In defense of the author, she seems to genuinely be interested in people's suggestions for how she might rid herself of her prejudice, and opening up about a failing is, after all, a pretty good way to begin the growth process. But it still bothers me that beating up on oneself merely for having (sinful) thoughts is such a default position for so many people.
I mean, she hasn't, so far as I can tell, actually done anything dislike-worthy, much less detestation-worthy. She hasn't bashed any bi's. She hasn't even insulted any of them. She just gets annoyed once in a while with some cultural representation of bisexuality, or she vents to herself when yet another "bisexual" singer-songwriter (Ani, Dar, etc.) ends up marrying a man.
This kneejerk self-hatred is a problem not just because I happen to think that it's misguided morally (we're not bad because we think bad thoughts, but because we do bad things), but because I don't think it works most of the time.
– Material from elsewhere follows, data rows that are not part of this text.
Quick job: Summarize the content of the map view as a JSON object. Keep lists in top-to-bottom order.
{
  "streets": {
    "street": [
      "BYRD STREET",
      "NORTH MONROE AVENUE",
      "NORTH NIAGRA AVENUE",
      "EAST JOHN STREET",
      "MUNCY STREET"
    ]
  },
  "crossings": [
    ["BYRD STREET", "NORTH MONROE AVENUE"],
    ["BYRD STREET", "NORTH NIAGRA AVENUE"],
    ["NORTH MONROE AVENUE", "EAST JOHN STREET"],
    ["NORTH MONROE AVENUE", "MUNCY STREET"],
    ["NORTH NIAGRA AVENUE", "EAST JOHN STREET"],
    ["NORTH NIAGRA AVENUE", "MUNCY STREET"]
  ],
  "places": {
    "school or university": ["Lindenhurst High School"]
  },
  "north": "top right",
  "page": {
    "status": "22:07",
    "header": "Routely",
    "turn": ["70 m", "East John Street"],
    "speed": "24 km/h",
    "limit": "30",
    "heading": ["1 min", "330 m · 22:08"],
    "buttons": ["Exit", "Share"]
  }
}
I think it just twists psyches and, at best (from the perspective of living harmoniously in a pluralist society), transforms the aggression so that it's no longer directed at a particular group but instead at one's self or at one's loved ones.
Or you get weird forms of acting out, like what one of the commenters to the post describes
I also have a prejudice I work to overcome - I have an unreasonable fear of and loathing for women of Asian descent. Seriously - a Filipino woman was the cause of much grief and almost the ruination of my life about 10 years ago, and I've never gotten over it. So, I joined an Asian American theater group here in town, and I do fundraising and costuming for their productions. It doesn't take it away or make it any better, but at least I feel that I contribute to the community in some way....This is all relevant, to the masculinist quest, because I take it as a given that sexism is an ingrained part of all of our psyches (men, women, gays, straights, bi's, transgenders, etc.), and I take it equally as a given that we're not capable of extinguishing such tendencies in ourselves. We are, however, capable of diminishing them, controlling them, and I think the way to that begins not with self-loathing but with a gentle kind of self-interrogation.